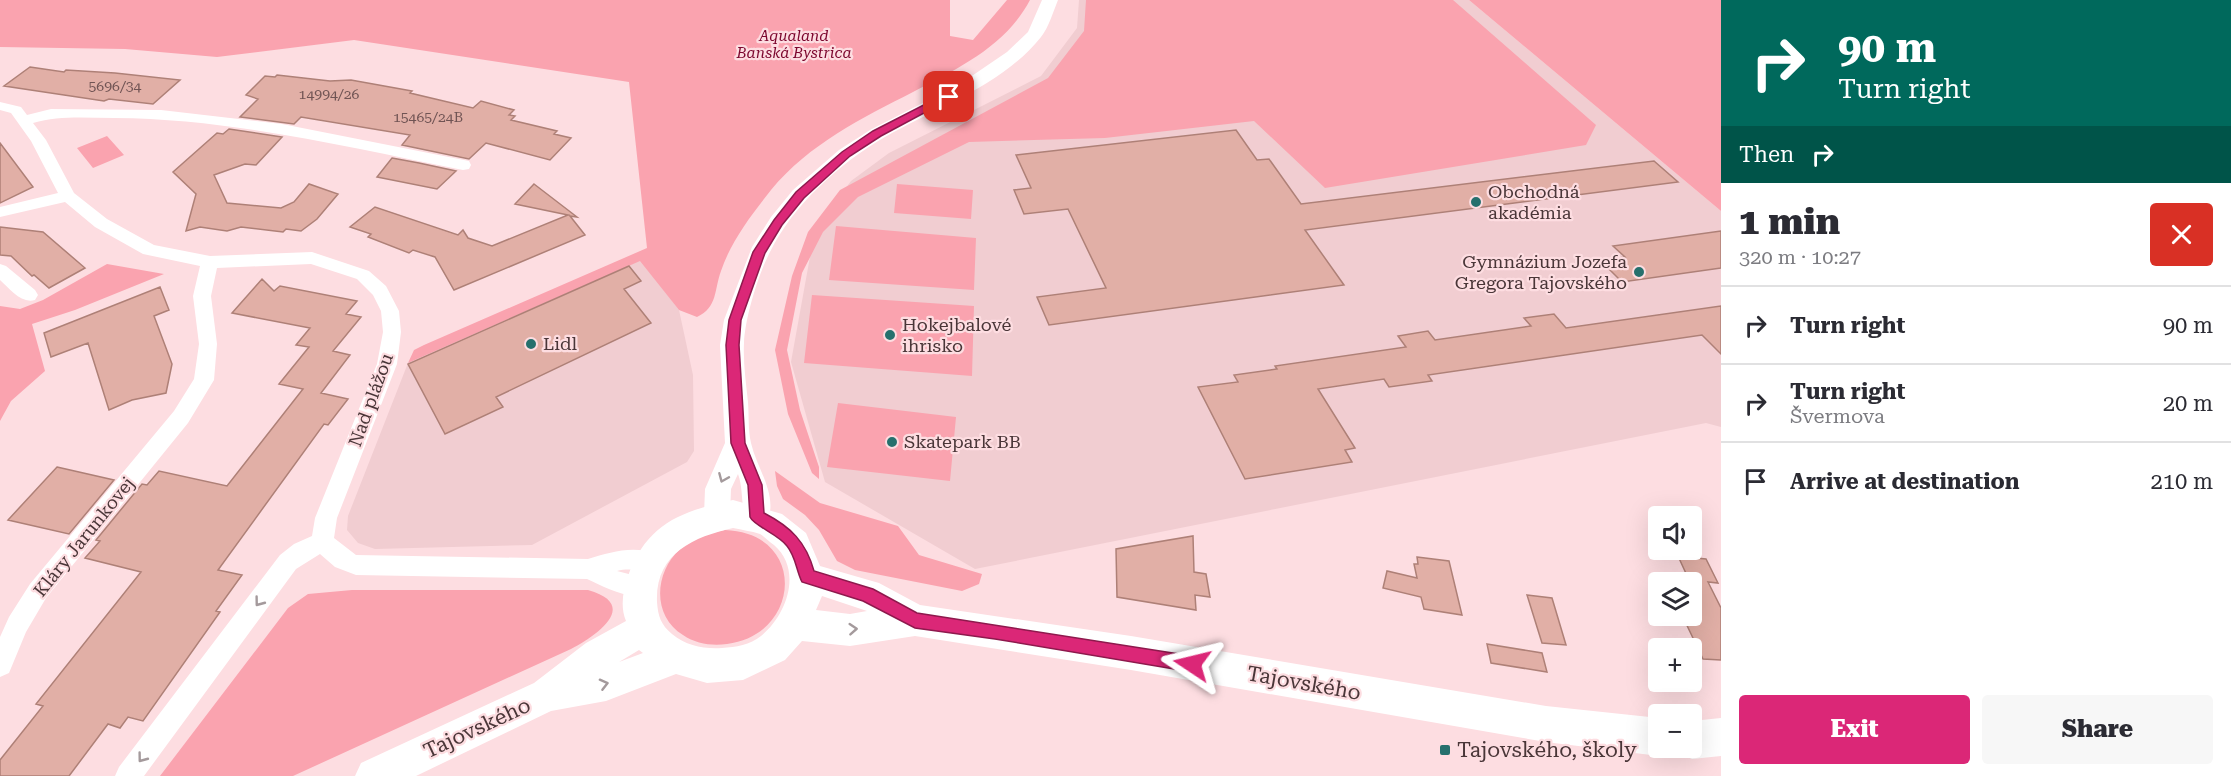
<!DOCTYPE html>
<meta charset="utf-8">
<style>
body{margin:0;font-family:"Roboto Serif",serif;background:#f7f7f7;color:#2b2b33;height:100vh;display:flex;flex-direction:column;font-size:22px;white-space:nowrap}
*{box-sizing:border-box;margin:0}
p{font-size:20px;color:#7c7c81}
.icon{flex:none;width:33px;height:33px;fill:none;stroke:currentColor;stroke-width:2;stroke-linecap:round;stroke-linejoin:round}
.map{position:relative;flex:1;overflow:hidden}
.side{display:flex;flex-direction:column;background:#fff;width:510px}
.side>*{flex:none}
.hud{background:#00695c;color:#fff;overflow:hidden}
.buttons{position:absolute;left:1648px;top:506px;display:grid;gap:12px}
.buttons a{display:grid;place-items:center;width:54px;height:54px;border-radius:6px;background:#fff;box-shadow:0 6px 24px #0002;font-size:30px}
.pin{position:absolute;display:grid;place-items:center;width:51px;height:51px;color:#fff;margin:-26px;border-radius:12px;box-shadow:0 3px 9px #0006}
.me{position:absolute;width:66px;margin:-33px;rotate:280deg;stroke-linejoin:round;filter:drop-shadow(0 0 4px #0008)}
.turn{display:flex;align-items:center;gap:21px;height:126px;padding:0 18px;font-size:27px}
.turn .icon{width:78px;height:78px;stroke-width:2.5}
.turn b{display:block;font-size:42px;line-height:51px}
.then{display:flex;align-items:center;height:57px;padding:0 18px;background:#0003;gap:12px;font-size:22px}
.round{display:grid;place-items:center;flex:none;width:63px;height:63px;border-radius:6px;background:#f7f7f7}
.summary{display:flex;align-items:center;justify-content:space-between;height:102px;padding:0 18px}
h1{font-size:36px;font-weight:800;line-height:45px}
.cta{display:flex;gap:12px;margin-top:auto;padding:12px 18px}
.cta a{flex:1;height:69px;border-radius:6px;background:#db2777;color:#fff;font-size:24px;font-weight:800;line-height:69px;text-align:center}
.cta a+a{background:#f7f7f7;color:#2b2b33}
ul{padding:0;list-style:none}
li{display:flex;align-items:center;gap:18px;height:78px;padding:0 18px;border-top:2px solid #e1e1e2}
li div{flex:1}
li b{display:block;font-size:22px}
li em{font-style:normal}
main{display:flex;flex:1;min-height:0}
.map>svg:first-child{display:block}
.built{fill:#f1cdd1}
.green{fill:#faa3af}
.building{fill:#e1afa6;stroke:#ae8077;stroke-width:1.5}
.lines{fill:none;stroke-linecap:round;stroke-linejoin:round}
.minor{fill:#fff;fill-rule:evenodd}
.tertiary{fill:#fff;fill-rule:evenodd}
.secondary{fill:#fff;fill-rule:evenodd}
.oneway{stroke:#a49a9c}
.route{fill:#db2777;stroke:#8e194d;stroke-width:1.5}
.poi-dot{fill:#26706d;stroke:#fddde1;stroke-width:2}
.labels{text-anchor:middle;stroke-width:4.5;stroke-linejoin:round;paint-order:stroke}
.far-number-label{font-size:14px;fill:#705454}
.far-park-label{font-size:15px;font-style:italic;fill:#7c062e;stroke:#fddde1}
.poi-label{font-size:18px;fill:#4a3638;stroke:#fddde1;text-anchor:start}
.street-label{font-size:18px;fill:#4a3638;stroke:#fddde1}
.near-street-label{font-size:21px;fill:#4a3638;stroke:#fddde1}
.near-poi-label{font-size:21px;fill:#4a3638;stroke:#fddde1;text-anchor:start}
</style>
<main>
<div class="map">
<svg width="1721" height="776" viewBox="0 0 1721 776">
<rect width="100%" height="100%" fill="#fddde1"/>
<path class="built" d="M1079 0H1469L1721 211V427L1706 423 975 569 825 482 791 362 815 229 851 181 889 153 1041 76 1077 28Z
M641 260 679 310 693 375 694 451 687 462 532 545 375 549 358 543 347 530 348 516 408 363Z"/>
<path class="green" d="M0 0H950V36L973 40 1007 0H1030C1005 47 958 68 913 92 862 118 809 144 771 190 752 214 731 241 721 271 714 290 718 307 697 317L679 310 640 261 408 363 414 350 424 345 647 248 629 82 354 40 217 57 125 49 0 47Z
M1086 0H1453L1596 125 1586 145 1325 188 1254 121 1105 138 969 142 858 197 823 232 802 273 787 350 800 410 819 467V479L812 473 788 414 775 350 792 276 808 232 840 190 1048 78 1084 31Z
M1469 0H1721V211Z
M107 136 124 155 93 168 77 148Z
M897 184 973 190 971 219 894 213Z
M836 226 976 238 974 290 829 280Z
M107 264 164 274 75 310 32 324 45 371 11 401 0 421V306L20 309 43 300Z
M812 295 974 306 972 376 804 363Z
M838 403 956 417 950 481 827 467Z
M775 471 820 503 898 526 919 555 982 574 979 584 962 591 855 570 837 561 819 530 805 515 783 499 777 486Z
M725 530C808 533 801 635 727 644 712 646 696 644 683 635 652 616 654 573 680 549 692 538 709 533 725 530Z
M352 590H588C641 605 596 636 571 649L293 776H160L288 608 308 594Z"/>
<path class="building" d="M30 67 64 72 66 70 115 73 180 80 153 104 109 99 104 101 4 86Z
M277 75 330 81 351 80 412 91 410 93 473 108 481 101 514 110 509 115 515 116 511 120 557 131 554 134 571 138 550 160 486 143 469 159 402 145 410 135 301 117 294 124 240 117 258 99 246 95 265 76 275 77Z
M229 129 282 137 256 165 245 164 214 175 227 203 281 208 294 202 309 184 338 194 317 219 301 231 286 229 283 232 241 227 227 231 200 227 186 231 196 194 173 172 217 133 223 134Z
M1236 130 1257 160 1269 159 1301 204 1654 161 1678 182 1305 230 1344 285 1049 325 1037 297 1106 288 1068 209 1024 214 1014 190 1031 188 1016 155Z
M0 143 33 187 0 203Z
M392 158 419 163 456 171 437 189 377 177Z
M534 184 577 217 570 216 585 235 454 290 435 257 413 250 409 253 368 237 371 234 350 227 375 207 458 235 463 230 468 238 492 246 568 215 515 204Z
M0 227 43 232 85 268 49 288 34 275 32 276 11 256 0 255Z
M1721 231V268L1622 282 1601 261 1625 257 1613 246Z
M629 266 641 281 624 289 651 323 496 397 503 407 445 434 408 364Z
M262 279 274 291 280 286 357 301 346 314 361 317 333 351 350 355 321 393 348 399 328 425 324 424 218 570 242 575 216 611 220 612 143 721 128 717 120 728 108 724 69 776H0V760L43 706 36 704 141 572 85 558 100 541 96 540 142 484 147 485 159 471 227 486 303 389 279 384 309 347 296 345 310 328 232 313Z
M160 287 169 310 154 316 172 364 166 393 132 400 109 410 88 343 51 357 44 333Z
M1721 306V354L1702 335 1428 375 1432 381 1389 387 1384 379 1318 389 1355 448 1345 450 1352 462 1245 479 1198 387 1238 382 1234 375 1277 369 1275 366 1406 347 1398 336 1428 331 1435 340 1531 326 1524 318 1554 314 1566 328Z
M57 467 114 480 69 534 8 520Z
M1193 536 1194 572 1206 574 1210 597 1195 595 1196 610 1117 597 1116 549Z
M1692 550 1696 558 1706 559 1718 583 1708 582 1721 608V660L1703 659 1682 615H1692V580H1689L1678 556 1692 558Z
M1417 557 1449 561 1462 615 1424 609 1421 597 1383 588 1387 571 1417 578 1414 564H1418Z
M1527 595 1552 598 1566 645 1542 643Z
M1487 644 1542 653 1547 672 1491 663Z"/>
<g class="lines">
<path class="minor" d="M0 102 21 107 27 115 51 109 161 110 282 124 469 161 471 165 469 169 463 170C348 147 233 119 115 118 87 118 60 115 33 123L46 140 74 193 107 219 154 245 210 256 312 252 369 271 386 286 399 311 401 332 397 364 337 518 334 538 356 555 588 559C611 552 633 545 657 554L660 561 657 568C644 573 630 567 617 571L648 579 651 586 648 593C628 601 605 587 587 579L356 575 335 567 320 554 296 569 144 776H115L119 767 280 555 294 544 312 536 315 518 377 364 383 332 381 311 373 295 357 279 311 264 217 268 211 296 217 344 214 380 188 423 46 598 26 632 9 673 0 677V637L9 617 30 584 174 411 194 379 199 344 193 296 200 266 143 254 95 227 65 202 0 217V207L58 193 31 141 11 113 0 110Z
M0 264 6 266 35 290 38 295 35 300C21 304 10 289 0 280Z"/>
<path class="tertiary" d="M1042 0H1058C1053 12 1049 27 1041 37 1003 85 936 108 885 137 840 163 793 205 770 252 758 275 745 318 744 343 743 362 746 383 748 402 749 415 748 430 751 443 757 470 780 496 766 525L757 528 748 525C740 509 744 490 738 474L731 489 730 515 726 523 717 526 708 523 704 515 705 489 725 443 720 345 724 320 752 247 771 217 793 190 839 150 870 130 960 84 1007 52 1028 32Z"/>
<path class="secondary" d="M733 500 782 514 806 533 820 566 879 583 920 605 1131 636 1546 706 1659 718V747H1673L1672 750 1659 756 1546 742 1131 670 915 636 850 646 802 641 785 660 743 680 707 683 676 674 606 701 551 711 416 776H355L361 763 534 683 586 643 626 621C620 607 623 590 628 576 647 523 682 511 733 500ZM733 528C742 530 751 531 760 534 765 537 769 542 774 545 803 570 787 615 761 636 750 645 736 647 722 648 703 649 687 646 672 634 661 625 658 616 657 602 655 554 693 537 733 528ZM822 596 867 611 850 614 816 610ZM639 650 643 653 619 662Z
M1721 718V756L1692 759 1679 753 1676 747H1692V721Z"/>
</g>
<defs><path id="oneway-chevron" d="M-2-3.5L2.5 0L-2 3.5" fill="none" stroke-width="1.6" stroke-linecap="round" stroke-linejoin="round" transform="scale(1.5)"/></defs>
<g class="oneway">
<use href="#oneway-chevron" transform="translate(723 478) rotate(113)"/>
<use href="#oneway-chevron" transform="translate(259 602) rotate(127)"/>
<use href="#oneway-chevron" transform="translate(853 629) rotate(-4)"/>
<use href="#oneway-chevron" transform="translate(604 684) rotate(-14)"/>
<use href="#oneway-chevron" transform="translate(142 758) rotate(127)"/>
</g>
<path class="route" d="M945 94 954 97 881 136 850 156 804 198 782 225 765 253 741 320 739 345 745 443 762 485 764 513C791 527 806 542 814 571L873 589 917 613 1192 656 1198 658 1201 664 1198 670 1192 672 995 639 915 628 863 601 802 582C796 570 796 557 787 546 778 534 754 526 750 517L748 485 731 443 726 345 729 320 753 252 774 220 796 192 842 152 873 131Z"/>
<g class="poi-dot">
<circle cx="1476" cy="202" r="6"/>
<circle cx="1639" cy="272" r="6"/>
<circle cx="890" cy="335" r="6"/>
<circle cx="531" cy="344" r="6"/>
<circle cx="892" cy="442" r="6"/>
<rect x="1439" y="744" width="12" height="12" rx="3"/>
</g>
<g class="labels">
<g class="far-number-label">
<text x="115" y="91">5696/34</text>
<text x="329" y="99">14994/26</text>
<text x="428" y="122">15465/24B</text>
</g>
<g class="far-park-label">
<text x="794" y="41">Aqualand<tspan x="794" dy="17">Banská Bystrica</tspan></text>
</g>
<g class="poi-label">
<text x="1488" y="198">Obchodná<tspan x="1488" dy="21">akadémia</tspan></text>
<text x="1627" y="268" text-anchor="end">Gymnázium Jozefa<tspan x="1627" dy="21">Gregora Tajovského</tspan></text>
<text x="902" y="331">Hokejbalové<tspan x="902" dy="21">ihrisko</tspan></text>
<text x="543" y="350">Lidl</text>
<text x="904" y="448">Skatepark BB</text>
</g>
<g class="street-label">
<text transform="translate(371 400) rotate(-70)" y="6">Nad plážou</text>
<text transform="translate(84 537) rotate(-51)" y="6">Kláry Jarunkovej</text>
</g>
<g class="near-street-label">
<text transform="translate(1304 683) rotate(10)" y="7">Tajovského</text>
<text transform="translate(477 728) rotate(-25)" y="7">Tajovského</text>
</g>
<g class="near-poi-label">
<text x="1457" y="757">Tajovského, školy</text>
</g>
</g>
</svg>
<div class="buttons">
<a><svg class="icon" aria-label="sound" viewBox="0 0 24 24"><path d="M4 9h4l5-4v14l-5-4H4zM17 9q2 3 0 6"/></svg></a>
<a><svg class="icon" aria-label="layers" viewBox="0 0 24 24"><path d="M12 4l9 5-9 5-9-5zM3 14l9 5 9-5"/></svg></a>
<a>+</a>
<a>−</a>
</div>
<div class="pin" style="left:949px;top:97px;background:#d93025"><svg class="icon" aria-label="arrive" viewBox="0 0 24 24"><path d="M6 21V4h12l-3 4 3 4H6"/></svg></div>
<svg class="me" style="left:1192px;top:664px" viewBox="-20 -20 40 40"><path d="M0-17L14 15 0 8-14 15z" fill="#db2777" stroke="#fff" stroke-width="4"/></svg>
</div>
<section class="side">
<div class="hud">
<div class="turn"><svg class="icon" aria-label="right" viewBox="0 0 24 24"><path d="M7 20v-9h11M14 6l5 5-5 5"/></svg><div><b>90 m</b>Turn right</div></div>
<div class="then">Then<svg class="icon" aria-label="right" viewBox="0 0 24 24"><path d="M7 20v-9h11M14 6l5 5-5 5"/></svg></div>
</div>
<div class="summary"><div><h1>1 min</h1><p>320 m · 10:27</p></div><a class="round" style="background:#d93025;color:#fff"><svg class="icon" aria-label="close" viewBox="0 0 24 24"><path d="M6 6l12 12M18 6L6 18"/></svg></a></div>
<ul>
<li><svg class="icon" aria-label="right" viewBox="0 0 24 24"><path d="M7 20v-9h11M14 6l5 5-5 5"/></svg><div><b>Turn right</b></div><em>90 m</em></li>
<li><svg class="icon" aria-label="right" viewBox="0 0 24 24"><path d="M7 20v-9h11M14 6l5 5-5 5"/></svg><div><b>Turn right</b><p>Švermova</p></div><em>20 m</em></li>
<li><svg class="icon" aria-label="arrive" viewBox="0 0 24 24"><path d="M6 21V4h12l-3 4 3 4H6"/></svg><div><b>Arrive at destination</b></div><em>210 m</em></li>
</ul>
<div class="cta"><a>Exit</a><a>Share</a></div>
</section>
</main>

■ **AIM OF THE TASK**
Of the entries above, how many lines hold the word "building"? Give back only that number.

■ **RESPONSE FOR THIS EXERCISE**
2